One of the cases to touch upon the law vigorously on Section 86 was the case of Mirza Ali Akbar Kashani vs. United Arab Republic and Anr.[9] It was held in this case by the Supreme Court that the permission of the government is required under Section 86 of the Civil Procedure Code, 1908 to pursue the case. However, it was also held that if the government does not give permission to sue, there must be a cogent reason in writing for the refusal, which should be explicit and clear. Merely not giving permission on the political ground will not suffice. Furthermore, the Apex Court also affirmed that although, Section 86 of Civil Procedure Code, 1908 is administrative in nature, it must follow the principle of natural justice, since it decides the right of the parties.
In Ehiopian Airlines v. Ganesh Narain Saboo,[10] the Supreme Court of India reiterated the consistent view in India that the doctrine of sovereign immunity in India was not absolute, and that foreign states do not have immunity from judicial proceedings in cases involving their commercial and trading activities and contractual obligations undertaken by them in India.
In the case of Qatar Airways versus Shapoorji Pallonji,[11] the Bombay High Court observed that unfortunately however, how the 'commercial activities' qualification fits with the language of section 86 is far from clear. The statute contains no exception to the consent requirement on the basis of the nature of the activities to which the suit relates. The only reference to the nature of the activities is in section 86(2)(b) which states that the Government may not grant consent unless the foreign state by itself or another, trades within the local limits of the jurisdiction of the Court. This is therefore a negative qualification restricting the power of the Central Government to grant consent, and is not an exception to the consent requirement.

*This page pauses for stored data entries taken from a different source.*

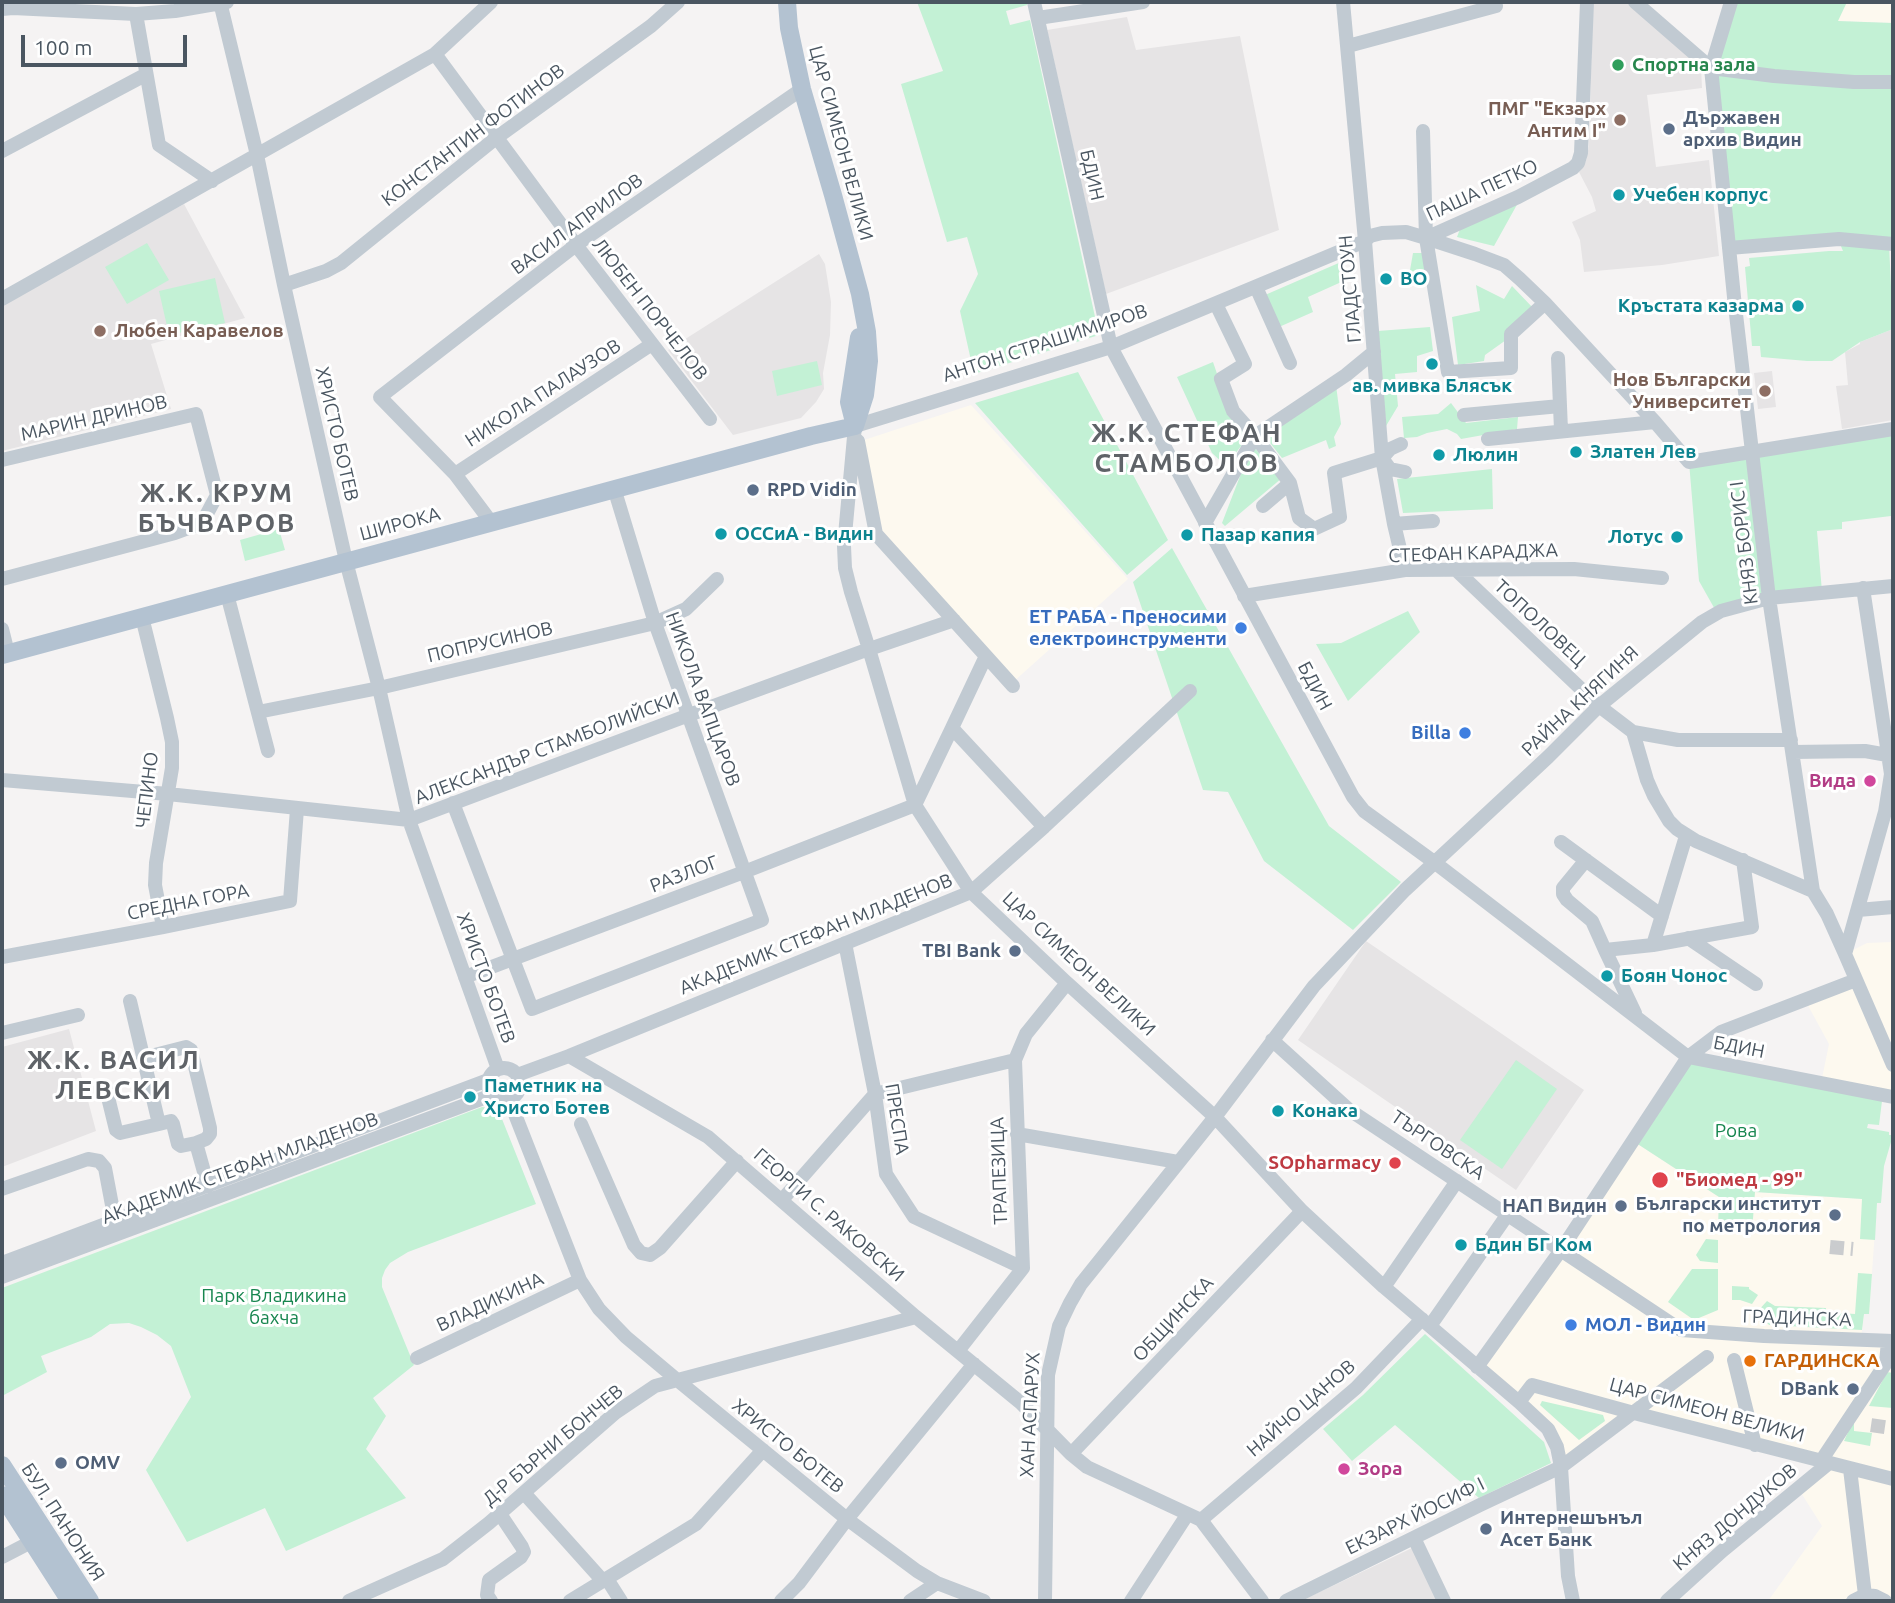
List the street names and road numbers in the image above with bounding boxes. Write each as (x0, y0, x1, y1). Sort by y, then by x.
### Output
street label: ЦАР СИМЕОН ВЕЛИКИ (804, 43, 878, 243)
street label: КОНСТАНТИН ФОТИНОВ (377, 59, 569, 211)
street label: БДИН (1075, 147, 1109, 203)
street label: ПАША ПЕТКО (1422, 154, 1542, 226)
street label: ВАСИЛ АПРИЛОВ (507, 169, 647, 279)
street label: ЛЮБЕН ПОРЧЕЛОВ (587, 233, 713, 385)
street label: ГЛАДСТОУН (1334, 234, 1366, 344)
street label: АНТОН СТРАШИМИРОВ (940, 299, 1150, 387)
street label: НИКОЛА ПАЛАУЗОВ (461, 334, 625, 452)
street label: ХРИСТО БОТЕВ (310, 365, 364, 503)
street label: МАРИН ДРИНОВ (19, 390, 169, 446)
street label: КНЯЗ БОРИС I (1725, 480, 1763, 606)
street label: ШИРОКА (357, 502, 443, 546)
street label: СТЕФАН КАРАДЖА (1388, 539, 1558, 567)
street label: ТОПОЛОВЕЦ (1490, 575, 1590, 671)
street label: НИКОЛА ВАПЦАРОВ (661, 609, 745, 789)
street label: ПОПРУСИНОВ (425, 616, 555, 668)
street label: РАЙНА КНЯГИНЯ (1517, 641, 1643, 761)
street label: БДИН (1293, 658, 1337, 714)
street label: АЛЕКСАНДЪР СТАМБОЛИЙСКИ (411, 687, 683, 809)
street label: ЧЕПИНО (131, 750, 163, 830)
street label: РАЗЛОГ (647, 851, 721, 897)
street label: АКАДЕМИК СТЕФАН МЛАДЕНОВ (676, 869, 956, 999)
street label: СРЕДНА ГОРА (125, 879, 251, 925)
street label: ЦАР СИМЕОН ВЕЛИКИ (998, 887, 1160, 1041)
street label: ХРИСТО БОТЕВ (452, 910, 520, 1046)
street label: БДИН (1711, 1031, 1767, 1063)
street label: ПРЕСПА (880, 1082, 914, 1156)
street label: ТЪРГОВСКА (1387, 1105, 1489, 1185)
street label: АКАДЕМИК СТЕФАН МЛАДЕНОВ (99, 1107, 381, 1229)
street label: ТРАПЕЗИЦА (986, 1117, 1012, 1225)
street label: ГЕОРГИ С. РАКОВСКИ (749, 1143, 909, 1287)
street label: ВЛАДИКИНА (433, 1267, 547, 1337)
street label: ОБЩИНСКА (1128, 1272, 1218, 1366)
street label: ГРАДИНСКА (1742, 1305, 1852, 1331)
street label: ХАН АСПАРУХ (1015, 1352, 1045, 1478)
street label: НАЙЧО ЦАНОВ (1242, 1355, 1360, 1461)
street label: ЦАР СИМЕОН ВЕЛИКИ (1607, 1373, 1807, 1447)
street label: Д-Р БЪРНИ БОНЧЕВ (478, 1380, 628, 1510)
street label: ХРИСТО БОТЕВ (727, 1394, 849, 1498)
street label: БУЛ. ПАНОНИЯ (16, 1459, 110, 1585)
street label: КНЯЗ ДОНДУКОВ (1668, 1459, 1802, 1575)
street label: ЕКЗАРХ ЙОСИФ I (1342, 1472, 1488, 1560)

UN Convention on Jurisdictional Immunity:
The UN Convention on Jurisdictional Immunities of States and Their property, 2004, is the first modern multilateral instrument to formulate a comprehensive approach towards the issue of immunity of states, from suits, in foreign courts. The Convention represents a point of intersection between international law and national procedural law, and institutionalizes the transaction from absolute to restrictive rule of jurisdictional immunity. On 12 January 2007 India, signed this Convention. However, it has neither been ratified nor accepted or acceded by India. The Convention itself awaits to be in force.
The way out:
Though the purpose of Section 86 of the Civil Procedure Code, is to provide the central government with the discretion to prevent any attempt to sue a foreign State, as well as any company or organization and to avoid any kind of harassment or prosecution directed towards them, this system still needs to be reformed on certain parameters. It is necessary to bring Indian law of State immunity in line with other contemporary systems of state law and practice. The possible solution for India, may, lie in either the amendment of the language of Section 86, or, in drafting of a comprehensive legislation on State immunity like the ones in USA and UK and other identical statutes, working in many common law countries. Bringing a separate immunity act may be extra onerous for the already encumbered Indian Judicial system, nevertheless, the current system does not endeavour to be the best in the contemporary times.
The author is a Delhi based lawyer. Views are Personal
[1] P.T. Stoll, "State Immunity", in: R. Wolfrum (ed.), Max Planck Encyclopaedia of Public International Law, 2012, Vol. IX, 498.
[2] Ibid.
[3] Id.
[4] K.I.Vibhute, Transnational Trade Transactions of a Foreign State and Sovereign Immunity in India: An Appraisal, Asian Year Book on International Law, 1994, Vo.3, p. 49
[5] Ibid
[6]Pradyuman Dubey, Samarth Madan, Stuti Toshi, Sovereign Immunity in India, Available at, https://www.lexology.com/17007/author/Pradyuman_Dubey/?s=MostPopular, Visited on 15/06/2021.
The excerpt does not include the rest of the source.